The serial killer exerts a fascination on us that borders on the unhealthy. The proof, we write this top and you read it. So this is proof that it tickles your curiosity. Because often, it would seem that the most “great” serial killers (not “great” at heart, eh, but great in their murderous enterprise, so to speak) were also often endowed with a very high intelligence quotient. Which, all in all, makes it possible once again to question the real added value of this pseudo-criterion of intelligence.
1. Michael Ross, 122 IQ: The smartest moron of all serial killers
Clearly compared to the rest of the serial killers who make up this list, the guy does not make the weight intellectually. On the other hand, compared to you or me, he is rather well positioned. Except we didn’t rape and kill eight girls. Well personally, I don’t. Sacred p’tit boils in any case!
2. Ted Bundy reportedly had an IQ of 124 (or 140 according to other sources)
In short, basically the guy was not totally drunk and that didn’t stop him from killing and raping 30 little zoulettes, in particular schoolgirls. He even had the good taste to do some dirty sexual things with their remains, which perfectly illustrates the guy’s level of integrity.
3. Joel Rifkin: 128 IQ with penis hair
Assassin of prostitutes and drug addicts, the guy had nabbed a good vein for not grilling (it is that the murders of prostitutes and drug addicts, we have a famous tendency to put a little more time to solve them). This must surely be the conclusive sign of his infinite intelligence.
4. John Christie: 128 Oyster IQ
British Murderer was not only a passion for tea, but also for murder. This is how he killed 8 women (it’s crazy this obsession with serial killers for women when you think about it) and took a long time before being arrested because he had the right like to hide them in the foundations of his house. But even after that, John Christie managed to have other people accused in his place and was thus able to continue his morbid little business for some time before he was finally locked up and hanged.
5. Edmund Kemper stands out with an IQ of 140
For those who recently enjoyed David Fincher’s series mindhunter, you will have the opportunity to find the character of Ed Kemper magnificently interpreted by Cameron Britton. In short, this essential serial killer in the history of the States would have had a crazy IQ of more than 140. He has been in jail since 1973, which makes him the prisoner incarcerated for the longest time in the United States and which was therefore the first object of study by the FBI as evidenced by the series. Ah yes, he incidentally stumbled upon his mother and fucked her decapitated trunk. The guy weighs in the game.

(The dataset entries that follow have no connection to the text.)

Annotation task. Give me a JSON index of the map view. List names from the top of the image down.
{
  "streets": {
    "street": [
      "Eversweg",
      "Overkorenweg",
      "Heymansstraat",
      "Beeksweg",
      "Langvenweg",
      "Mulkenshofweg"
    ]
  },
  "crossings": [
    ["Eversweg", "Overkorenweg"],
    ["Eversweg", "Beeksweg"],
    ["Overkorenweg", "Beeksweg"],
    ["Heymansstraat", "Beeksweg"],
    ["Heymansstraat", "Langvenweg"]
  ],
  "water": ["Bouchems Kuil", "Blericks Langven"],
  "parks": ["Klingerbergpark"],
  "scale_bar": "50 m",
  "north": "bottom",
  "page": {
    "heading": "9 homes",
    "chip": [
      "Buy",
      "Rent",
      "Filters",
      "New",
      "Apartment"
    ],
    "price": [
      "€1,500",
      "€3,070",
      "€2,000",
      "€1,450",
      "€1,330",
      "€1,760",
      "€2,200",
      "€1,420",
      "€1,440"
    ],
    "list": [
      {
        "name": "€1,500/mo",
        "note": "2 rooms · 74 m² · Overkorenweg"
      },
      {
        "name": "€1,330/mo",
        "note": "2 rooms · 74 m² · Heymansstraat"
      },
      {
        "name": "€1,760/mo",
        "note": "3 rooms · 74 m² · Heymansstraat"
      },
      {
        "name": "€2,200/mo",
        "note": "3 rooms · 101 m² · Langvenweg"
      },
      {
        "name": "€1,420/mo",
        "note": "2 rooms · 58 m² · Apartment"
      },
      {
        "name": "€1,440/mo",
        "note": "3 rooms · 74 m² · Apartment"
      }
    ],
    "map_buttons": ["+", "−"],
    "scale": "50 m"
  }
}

6. Andrew Cunanan: 147 hair in the zezette
In the category of serial killers, we are rather on a base of small players since Andrew quite simply killed 5 people. Soft guy. He was remembered above all because one of his victims was the designer Versace. In fact, we don’t really know what took him to bump into everyone like that, one hypothesis suggests that he was probably suffering from AIDS, which made him ultra paranoid and would have made him burst a small hose before going commit suicide. However, the psychologists noted that he seemed highly intelligent since he spoke 7 languages fluently (a difficult knowledge to acquire when one is totally devoid of intelligence).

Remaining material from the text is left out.